START Available data

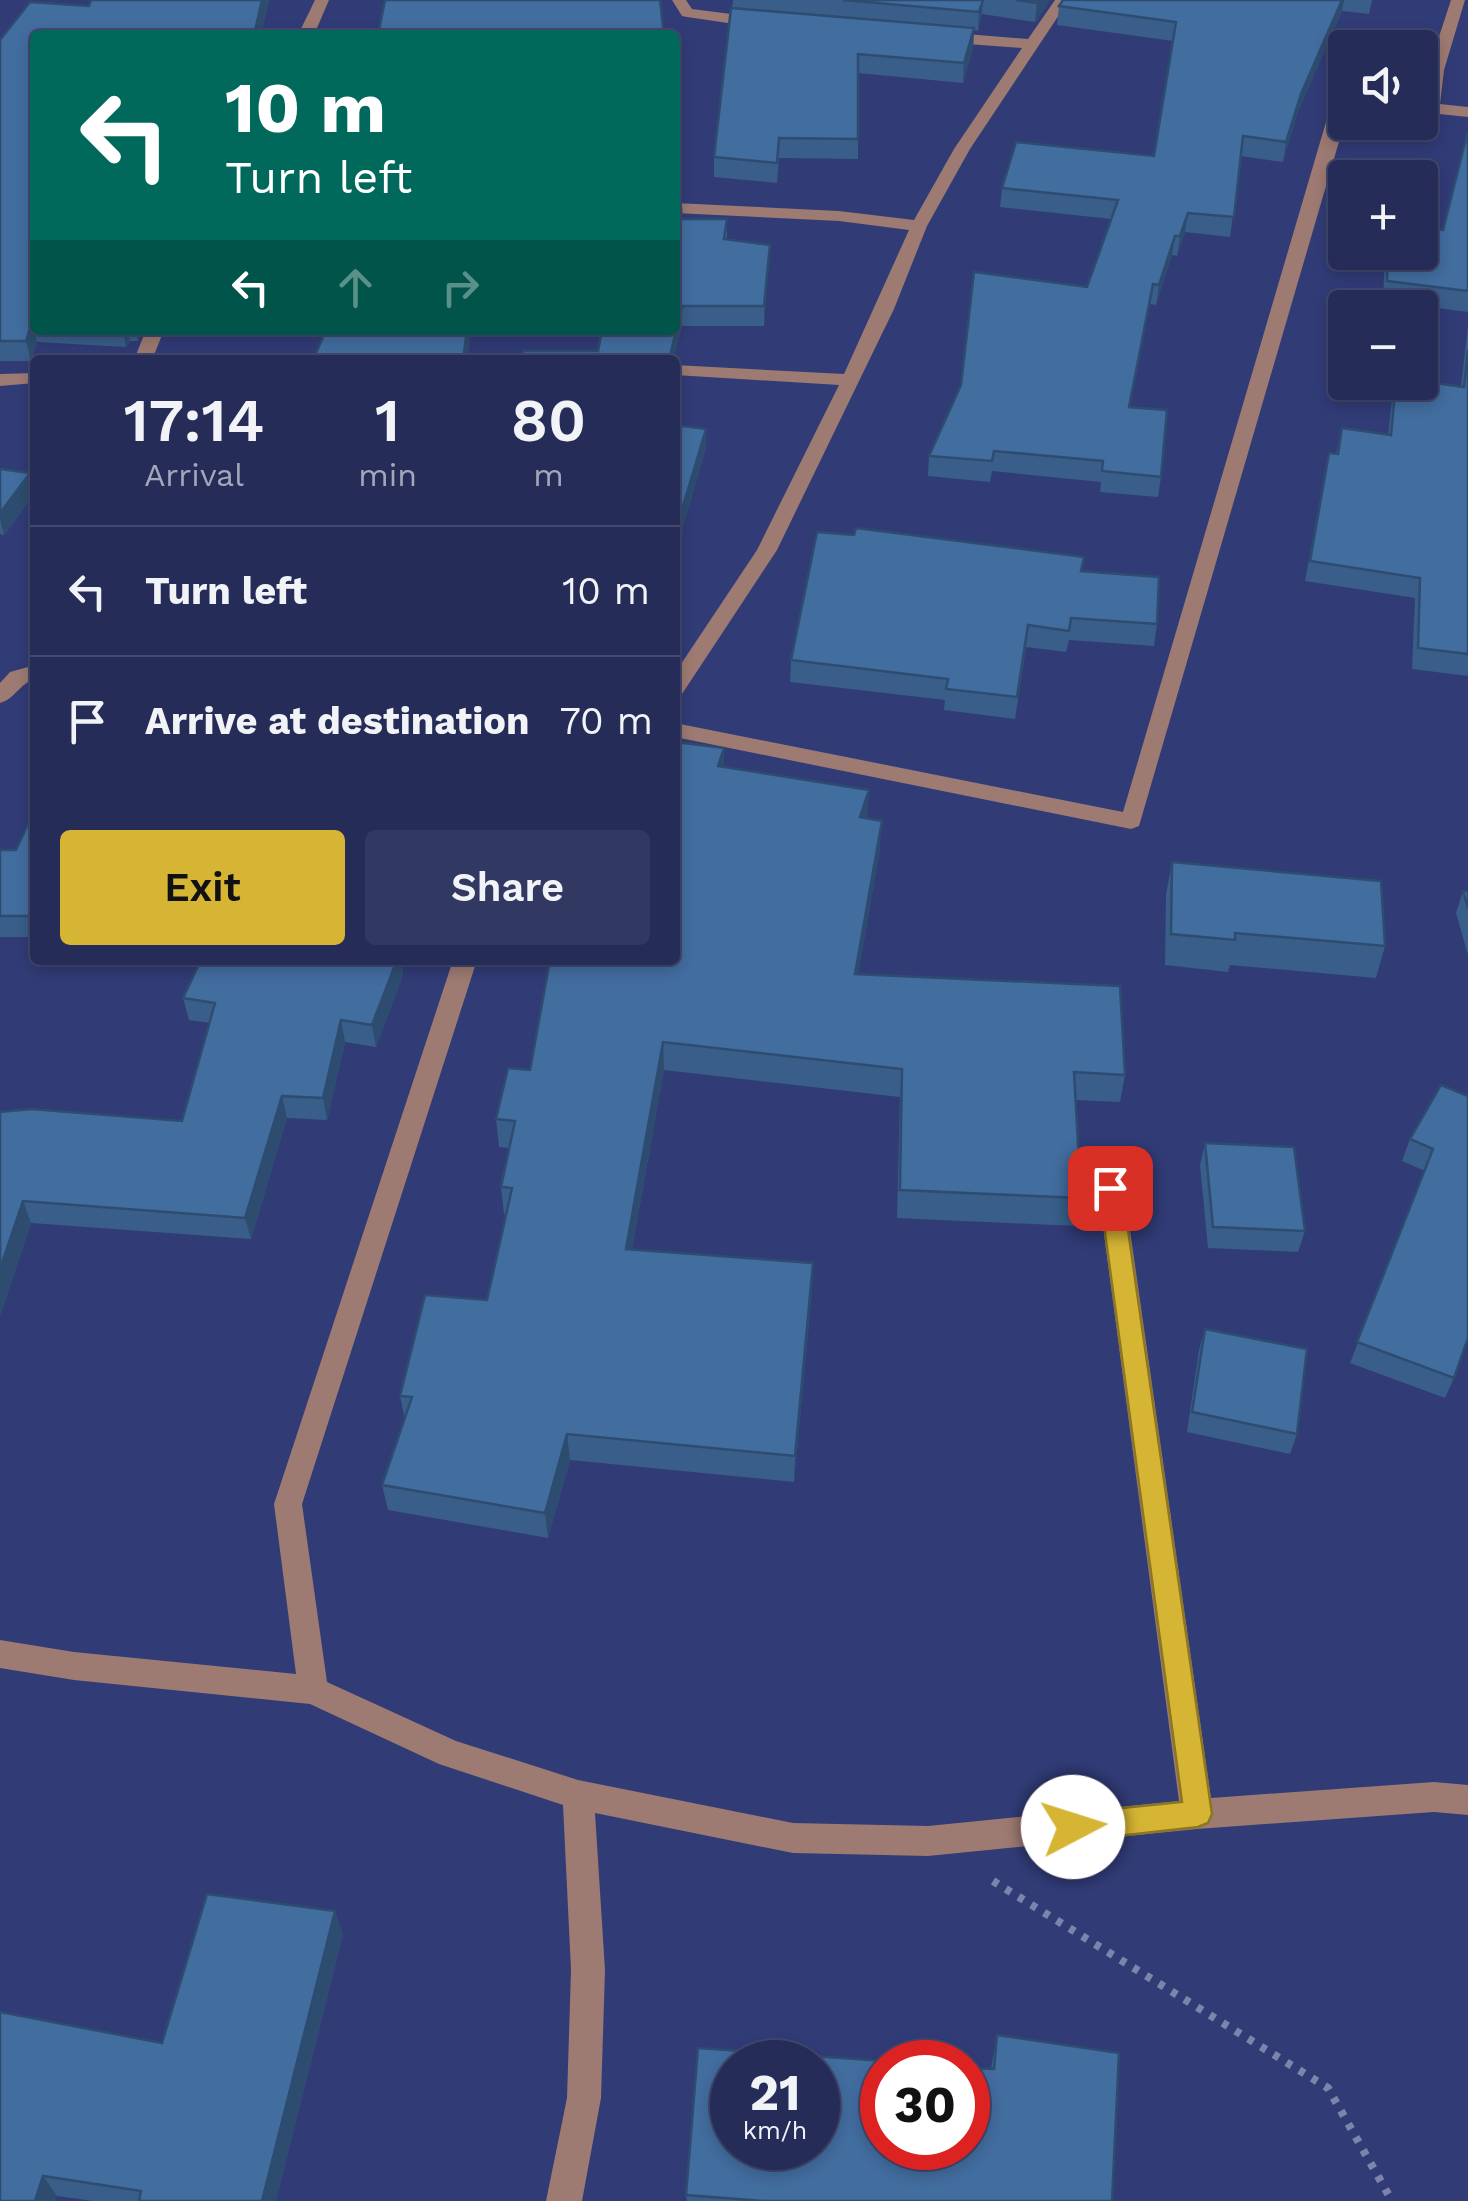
<!DOCTYPE html>
<meta charset="utf-8">
<style>
:root{--surface:#252c58;--page:#313861;--text:#f1f3f6;--muted:#a3a7ba;--line:#42486e;--accent:#d6b534}
body{margin:0;font-family:"Work Sans",sans-serif;background:var(--page);color:var(--text);height:100vh;display:flex;flex-direction:column;font-size:38px;white-space:nowrap}
*{box-sizing:border-box;margin:0}
p{font-size:32px;color:var(--muted)}
.icon{flex:none;width:55px;height:55px;fill:none;stroke:currentColor;stroke-width:2;stroke-linecap:round;stroke-linejoin:round}
.map{position:relative;flex:1;overflow:hidden}
.sheet{position:absolute;left:30px;top:355px;width:650px;height:610px;display:flex;flex-direction:column;background:var(--surface);border-radius:10px;box-shadow:0 5px 15px #0003,0 0 0 2px var(--line)}
.sheet>*{flex:none}
.banner{position:absolute;left:30px;top:30px;width:650px;height:305px;border-radius:10px;box-shadow:0 5px 15px #0003,0 0 0 2px var(--line);background:#00695c;color:#fff;overflow:hidden}
.tools{position:absolute;left:1328px;top:30px;display:grid;gap:20px}
.tools a{display:grid;place-items:center;width:110px;height:110px;border-radius:10px;background:var(--surface);box-shadow:0 5px 15px #0003,0 0 0 2px var(--line);font-size:50px}
.speed{position:absolute;left:710px;top:2040px;display:flex;gap:20px;font-size:50px;font-weight:700;text-align:center}
.speed>*{display:grid;place-content:center;width:130px;height:130px;border-radius:50%;background:var(--surface);box-shadow:0 5px 15px #0003,0 0 0 2px var(--line);line-height:1}
.speed small{font-size:25px;font-weight:400}
.speed .limit{border:15px solid #d22;background:#fff;color:#111}
.pin{position:absolute;display:grid;place-items:center;width:85px;height:85px;color:#fff;margin:-42px;border-radius:20px;box-shadow:0 5px 15px #0006}
.me{position:absolute;width:110px;margin:-55px;rotate:85deg;stroke-linejoin:round;filter:drop-shadow(0 0 8px #0008)}
.turn{display:flex;align-items:center;gap:35px;height:210px;padding:0 30px;font-size:45px}
.turn .icon{width:130px;height:130px;stroke-width:2.5}
.turn b{display:block;font-size:70px;line-height:85px}
.lanes{display:flex;align-items:center;height:95px;padding:0 30px;background:#0003;justify-content:center;gap:50px;direction:ltr}
.lanes .off{opacity:.35}
.eta{display:flex;justify-content:space-evenly;align-items:center;height:170px;text-align:center}
.eta b{font-size:60px;font-weight:600;line-height:70px}
.cta{display:flex;gap:20px;margin-top:auto;padding:20px 30px}
.cta a{flex:1;height:115px;border-radius:10px;background:var(--accent);color:#111;font-size:40px;font-weight:600;line-height:115px;text-align:center}
.cta a+a{background:var(--page);color:var(--text)}
ul{padding:0;list-style:none}
li{display:flex;align-items:center;gap:30px;height:130px;padding:0 30px;border-top:2px solid var(--line)}
li div{flex:1}
li b{display:block;font-size:38px}
li em{font-style:normal}
.map>svg:first-child{display:block}
</style>
<div class="map">
<svg width="1468" height="2201" viewBox="0 0 1468 2201">
<rect width="100%" height="100%" fill="#313b76"/>
<g fill="none" stroke-linecap="round" stroke-linejoin="round">
<polyline stroke="#7c84ac" stroke-width="8" stroke-dasharray="6 9" stroke-linecap="butt" points="993,1881 1328,2088 1392,2201"/>
<g fill="#9d7a72" fill-rule="evenodd">
<polygon points="315,0 329,0 314,35 298,35"/>
<polygon points="672,0 686,0 692,9 762,18 770,23 762,28 687,17 682,16"/>
<polygon points="1055,0 1069,0 970,149 927,226 894,309 777,550 682,694 675,696 675,673 757,550 839,385 675,375 675,365 844,374 909,230 839,221 675,213 675,203 839,211 914,220 954,149 1022,48 941,42 933,37 941,32 1028,39"/>
<polygon points="1451,0 1465,0 1444,70 1440,104 1468,107 1468,117 1420,112 1428,70"/>
<polygon points="1345,109 1345,121 1139,826 1131,829 675,737 675,723 1123,812 1326,122"/>
<polygon points="146,330 164,330 152,360 134,360"/>
<polygon points="35,373 35,383 0,386 0,374"/>
<path d="M35,665v14c-15,4 -20,20 -35,24v-20l10,-11z"/>
<polygon points="453,960 477,960 302,1504 327,1682 456,1741 578,1780 793,1823 928,1826 1179,1801 1098,1188 1102,1181 1120,1181 1124,1188 1211,1798 1434,1782 1468,1785 1468,1815 1434,1812 1197,1829 928,1856 793,1853 595,1813 605,1970 601,2098 582,2201 546,2201 567,2098 571,1970 563,1805 439,1764 310,1704 74,1680 0,1668 0,1640 74,1652 296,1674 274,1504"/>
</g>
</g>
<g fill="#395e89">
<polygon points="91,0 269,0 261,35 35,35 35,330 142,330 138,341 130,341 126,347 37,342 31,361 0,361 0,40 89,6"/>
<polygon points="733,0 1050,0 1035,22 982,14 978,31 974,30 973,48 963,83 858,73 858,159 779,158 777,183 714,177 714,157"/>
<polygon points="1063,0 1372,0 1369,14 1342,11 1297,114 1283,162 1241,156 1230,237 1185,232 1177,256 1172,255 1156,305 1150,304 1130,407 1161,477 1158,497 1100,492 1101,482 992,471 990,482 928,476 929,456 1087,287 1111,219 1000,207 1002,188 1154,156 1173,41 1057,25 1059,6"/>
<polygon points="1468,131 1468,312 1383,301 1385,252 1420,252 1443,230"/>
<polygon points="678,180 678,196 682,219 727,219 727,239 770,245 764,326 682,326 598,351"/>
<polygon points="1468,326 1468,676 1412,669 1415,598 1305,581 1325,473 1336,454 1342,428 1388,435 1392,399 1396,382 1461,386"/>
<polygon points="0,469 35,493 4,535 0,534"/>
<polygon points="1082,571 1157,624 1154,646 1069,640 1066,652 1026,647 1015,719 944,710 945,700 790,682 791,660"/>
<polygon points="724,767 867,818 880,849 858,974 1125,1075 1120,1102 1076,1100 1081,1198 1076,1226 897,1218 900,1097 664,1070 632,1249 812,1290 794,1482 570,1460 548,1538 388,1510 382,1485 405,1420 400,1396 487,1300 506,1215 504,1214 501,1187 509,1148 499,1147 496,1119 530,1070"/>
<polygon points="35,809 35,937 0,937 0,850 16,850"/>
<polygon points="1172,862 1385,946 1376,978 1230,965 1228,972 1165,965 1166,894"/>
<polygon points="1463,891 1468,891 1468,955 1456,913"/>
<polygon points="201,960 401,960 403,975 376,1047 345,1042 327,1120 287,1118 251,1239 31,1223 0,1316 0,1112 182,1121 210,1023 189,1020 183,998"/>
<polygon points="1441,1085 1454,1378 1445,1398 1350,1363 1425,1171 1402,1161 1410,1139"/>
<polygon points="1205,1143 1305,1231 1298,1252 1208,1248 1200,1165"/>
<polygon points="1205,1329 1297,1434 1290,1454 1187,1432 1199,1350"/>
<polygon points="343,1934 276,2201 93,2201 57,2196 0,2201 162,2043"/>
<polygon points="997,2035 1112,2201 687,2201 686,2195 991,2069"/>
</g>
<g fill="#2e4c6f">
<polygon points="262,0 269,0 261,35 254,35"/>
<polygon points="983,0 982,14 978,31 979,12"/>
<polygon points="1039,0 1050,0 1035,22 1037,3"/>
<polygon points="1342,0 1344,0 1342,11 1297,114 1283,162 1286,142 1301,94"/>
<polygon points="974,28 973,48 963,83 964,63"/>
<polygon points="675,180 678,180 678,199 675,200"/>
<polygon points="1188,213 1185,232 1177,256 1180,236"/>
<polygon points="1175,236 1172,255 1156,305 1159,285"/>
<polygon points="770,245 769,265 764,326 764,306"/>
<polygon points="682,306 682,326 674,360 669,360"/>
<polygon points="32,322 37,342 31,361 26,341"/>
<polygon points="123,330 127,330 130,341 126,347"/>
<polygon points="135,330 142,330 138,341"/>
<polygon points="467,330 471,330 468,360 463,360"/>
<polygon points="706,429 706,449 675,556 675,533"/>
<polygon points="30,473 35,493 4,535 0,519 0,513"/>
<polygon points="724,748 724,776 718,766"/>
<polygon points="869,790 867,818 860,817"/>
<polygon points="882,821 880,849 853,1002 855,974"/>
<polygon points="397,960 401,960 403,975 376,1047 372,1025"/>
<polygon points="341,1020 345,1042 327,1120 323,1098"/>
<polygon points="663,1042 664,1070 627,1276 626,1249"/>
<polygon points="282,1096 287,1118 251,1239 245,1218"/>
<polygon points="23,1201 31,1223 0,1316 0,1269"/>
<polygon points="813,1263 812,1290 794,1482 795,1456"/>
<polygon points="567,1434 570,1460 548,1538 545,1513"/>
<polygon points="335,1911 343,1934 276,2201 262,2201"/>
<polygon points="43,2176 57,2196 55,2201 35,2201"/>
</g>
<g fill="#426d9f" stroke="#2e4c6f" stroke-width="2.5" fill-rule="evenodd">
<polygon points="91,0 262,0 254,35 35,35 35,323 32,322 26,341 0,341 0,40 30,2 89,6"/>
<polygon points="385,0 660,0 664,35 378,35"/>
<polygon points="843,0 983,0 979,12"/>
<polygon points="1016,0 1039,0 1037,3"/>
<polygon points="1063,0 1342,0 1301,94 1286,142 1243,136 1234,217 1188,213 1180,236 1175,236 1159,285 1153,284 1129,407 1167,410 1161,477 1102,471 1103,461 994,451 992,461 929,456 961,385 974,272 1087,287 1118,200 1002,188 1016,142 1154,156 1176,22 1059,6"/>
<polygon points="731,8 974,28 964,63 858,54 858,139 779,138 777,163 714,157"/>
<polygon points="1468,131 1468,291 1387,281 1388,252 1420,252 1420,226 1443,230"/>
<polygon points="675,150 678,180 675,180"/>
<polygon points="675,195 680,197 682,219 727,219 724,239 770,245 764,306 682,306 669,360 521,360 523,351 598,351 602,330 675,330"/>
<polygon points="326,330 467,330 463,360 313,360"/>
<polygon points="1468,350 1468,654 1418,648 1420,578 1310,561 1329,453 1338,454 1342,428 1391,435 1396,382 1420,381 1464,387"/>
<polygon points="675,425 706,429 675,533"/>
<polygon points="0,469 30,473 0,513"/>
<polygon points="856,528 1084,557 1081,571 1159,577 1157,624 1071,618 1069,631 1028,625 1017,697 946,689 948,679 791,660 817,532 854,535"/>
<polygon points="675,742 724,748 718,766 869,790 860,817 882,821 855,974 1120,986 1125,1075 1074,1072 1081,1198 900,1190 902,1069 663,1042 626,1249 813,1263 795,1456 567,1434 545,1513 382,1485 412,1397 400,1396 425,1295 487,1300 512,1188 501,1187 515,1121 496,1119 508,1068 530,1070 550,960 675,960"/>
<polygon points="35,809 35,916 0,916 0,850 16,850"/>
<polygon points="1172,862 1381,881 1385,946 1235,933 1235,940 1171,934"/>
<polygon points="1463,891 1468,891 1468,908"/>
<polygon points="201,960 397,960 372,1025 341,1020 323,1098 282,1096 245,1218 23,1201 0,1269 0,1112 31,1109 182,1121 215,1003 183,998"/>
<polygon points="1441,1085 1468,1096 1468,1338 1454,1378 1357,1342 1433,1149 1410,1139"/>
<polygon points="1205,1143 1294,1147 1305,1231 1213,1227"/>
<polygon points="1205,1329 1307,1349 1297,1434 1192,1412"/>
<polygon points="207,1894 335,1911 262,2201 139,2201 141,2191 43,2176 35,2201 0,2201 0,2012 162,2043"/>
<path d="M997,2035l122,18 -7,148h-349l-77,-6 12,-147 201,14h-17v86h86v-80l26,1zM732,2062h86v86h-86z"/>
</g>
<polygon fill="#d6b534" stroke="#8b7622" stroke-width="2.5" points="1110,1179 1122,1188 1212,1814 1208,1823 1198,1827 1073,1841 1063,1837 1059,1827 1063,1817 1073,1813 1182,1802 1099,1188"/>
</svg>
<div class="tools">
<a><svg class="icon" aria-label="sound" viewBox="0 0 24 24"><path d="M4 9h4l5-4v14l-5-4H4zM17 9q2 3 0 6"/></svg></a>
<a>+</a>
<a>−</a>
</div>
<div class="speed"><div>21<small>km/h</small></div><div class="limit">30</div></div>
<div class="pin" style="left:1110px;top:1188px;background:#d93025"><svg class="icon" aria-label="arrive" viewBox="0 0 24 24"><path d="M6 21V4h12l-3 4 3 4H6"/></svg></div>
<svg class="me" style="left:1073px;top:1827px" viewBox="-20 -20 40 40"><circle r="19" fill="#fff"/><path d="M0-13L10 11 0 6-10 11z" fill="#d6b534"/></svg>
<div class="banner">
<div class="turn"><svg class="icon" aria-label="left" viewBox="0 0 24 24"><path d="M17 20v-9H6M10 6l-5 5 5 5"/></svg><div><b>10 m</b>Turn left</div></div>
<div class="lanes"><svg class="icon" aria-label="left" viewBox="0 0 24 24"><path d="M17 20v-9H6M10 6l-5 5 5 5"/></svg><svg class="icon off" aria-label="ahead" viewBox="0 0 24 24"><path d="M12 20V5M6 11l6-6 6 6"/></svg><svg class="icon off" aria-label="right" viewBox="0 0 24 24"><path d="M7 20v-9h11M14 6l5 5-5 5"/></svg></div>
</div>
<section class="sheet">
<div class="eta">
<div><b>17:14</b><p>Arrival</p></div>
<div><b>1</b><p>min</p></div>
<div><b>80</b><p>m</p></div>
</div>
<ul>
<li><svg class="icon" aria-label="left" viewBox="0 0 24 24"><path d="M17 20v-9H6M10 6l-5 5 5 5"/></svg><div><b>Turn left</b></div><em>10 m</em></li>
<li><svg class="icon" aria-label="arrive" viewBox="0 0 24 24"><path d="M6 21V4h12l-3 4 3 4H6"/></svg><div><b>Arrive at destination</b></div><em>70 m</em></li>
</ul>
<div class="cta"><a>Exit</a><a>Share</a></div>
</section>
</div>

END Available data

_Problem requirements_
One number only, please: the count of lines in the data that hold the word "rule".

_Answer box_
2